__What to produce__.
Give the entries again exactly; drop the pictures.

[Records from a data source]
☆ ☆ ☆ ☆ ☆ ☆ ☆

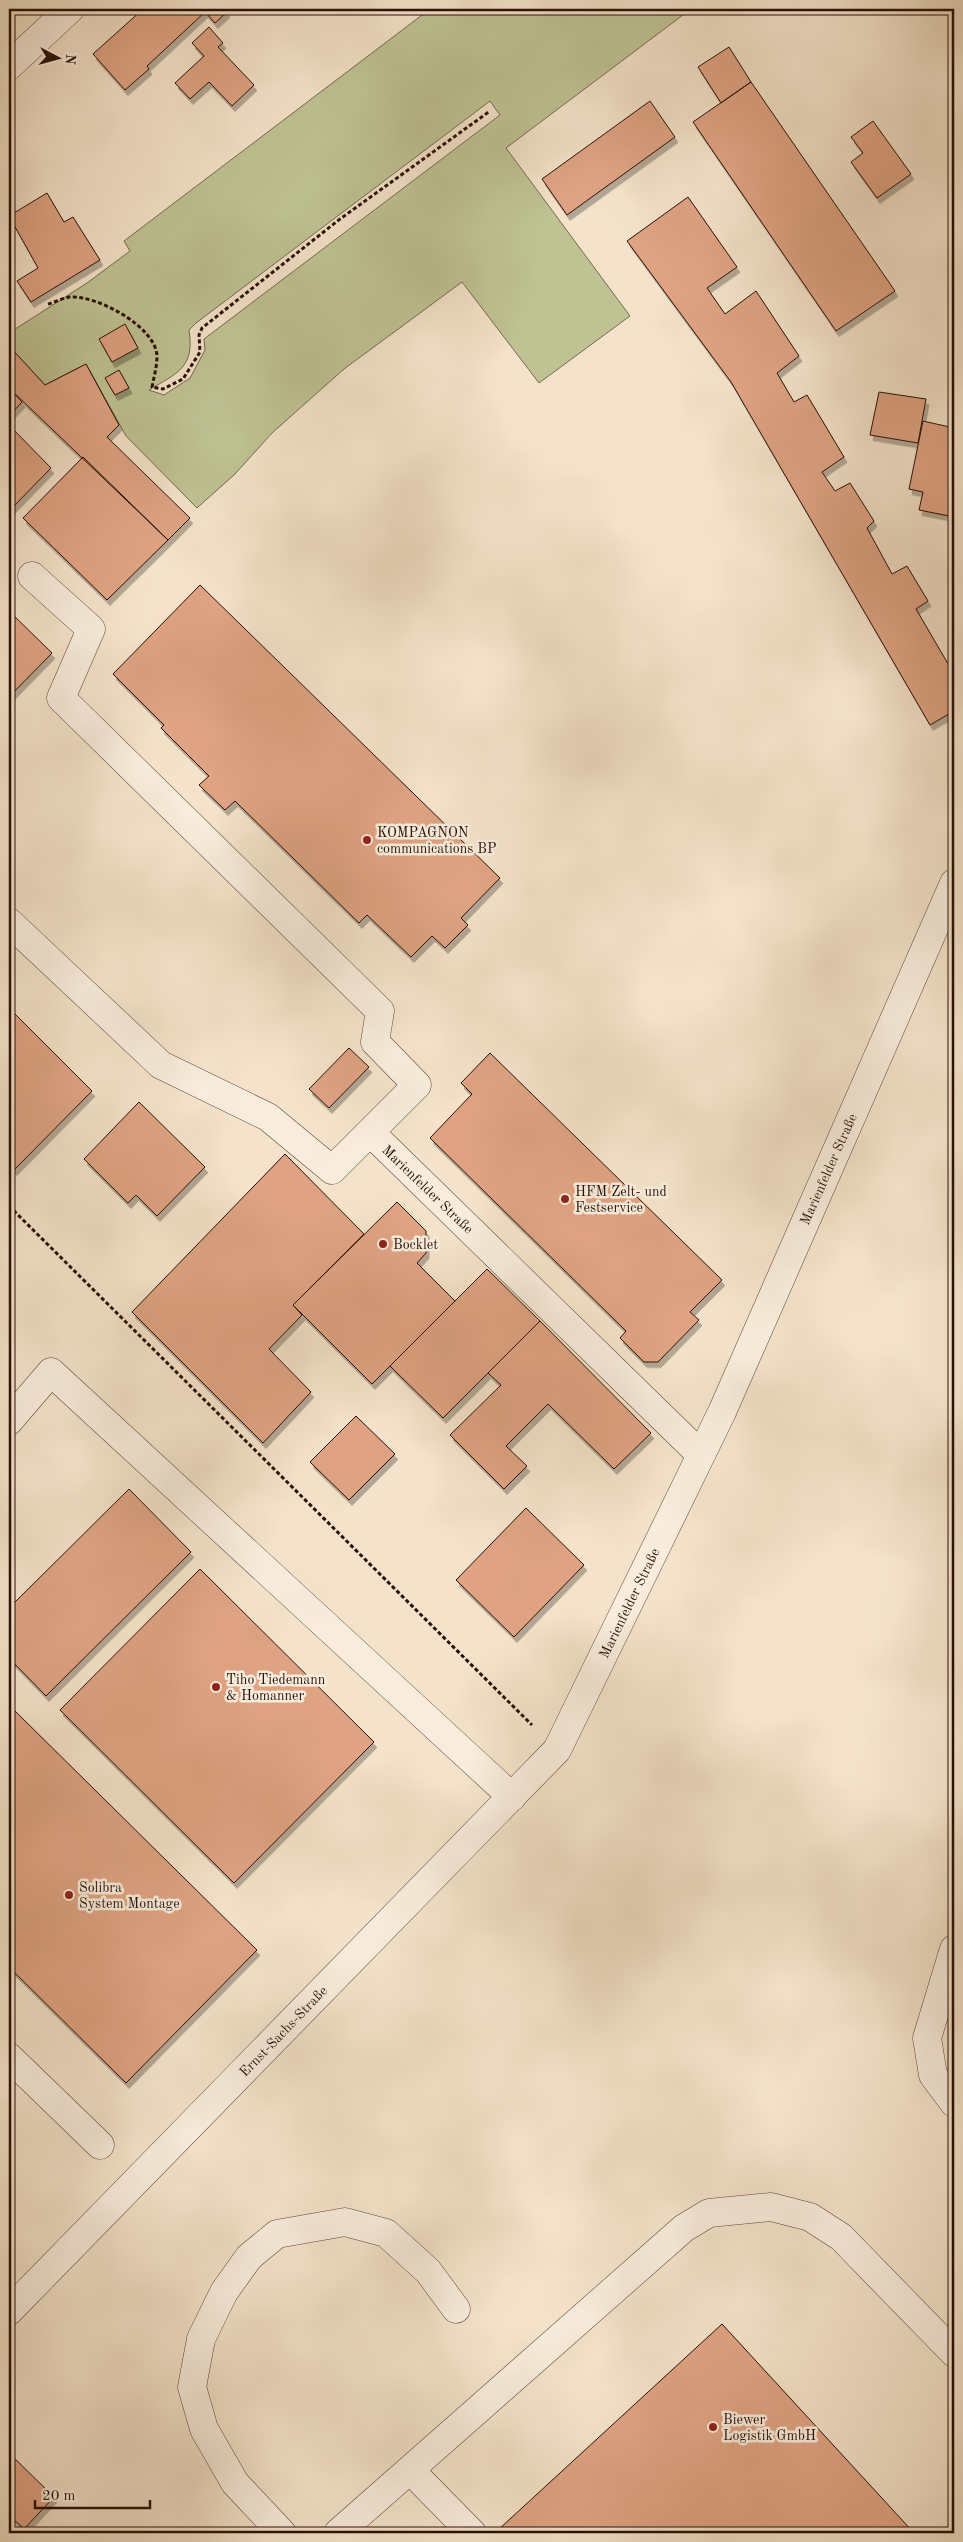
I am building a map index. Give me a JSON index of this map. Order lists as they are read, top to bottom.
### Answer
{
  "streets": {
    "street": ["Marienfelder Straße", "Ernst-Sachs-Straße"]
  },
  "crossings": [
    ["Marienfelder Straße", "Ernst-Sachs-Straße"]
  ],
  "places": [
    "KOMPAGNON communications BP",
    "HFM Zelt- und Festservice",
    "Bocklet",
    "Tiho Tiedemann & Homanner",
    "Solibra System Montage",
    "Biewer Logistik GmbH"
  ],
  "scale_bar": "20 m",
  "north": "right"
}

☆ ☆ ☆ ☆ ☆ ☆ ☆

__Task answer__.
I am building a map index. Give me a JSON index of this map. Order lists as they are read, top to bottom.
### Answer
{
  "streets": {
    "street": ["Marienfelder Straße", "Ernst-Sachs-Straße"]
  },
  "crossings": [
    ["Marienfelder Straße", "Ernst-Sachs-Straße"]
  ],
  "places": [
    "KOMPAGNON communications BP",
    "HFM Zelt- und Festservice",
    "Bocklet",
    "Tiho Tiedemann & Homanner",
    "Solibra System Montage",
    "Biewer Logistik GmbH"
  ],
  "scale_bar": "20 m",
  "north": "right"
}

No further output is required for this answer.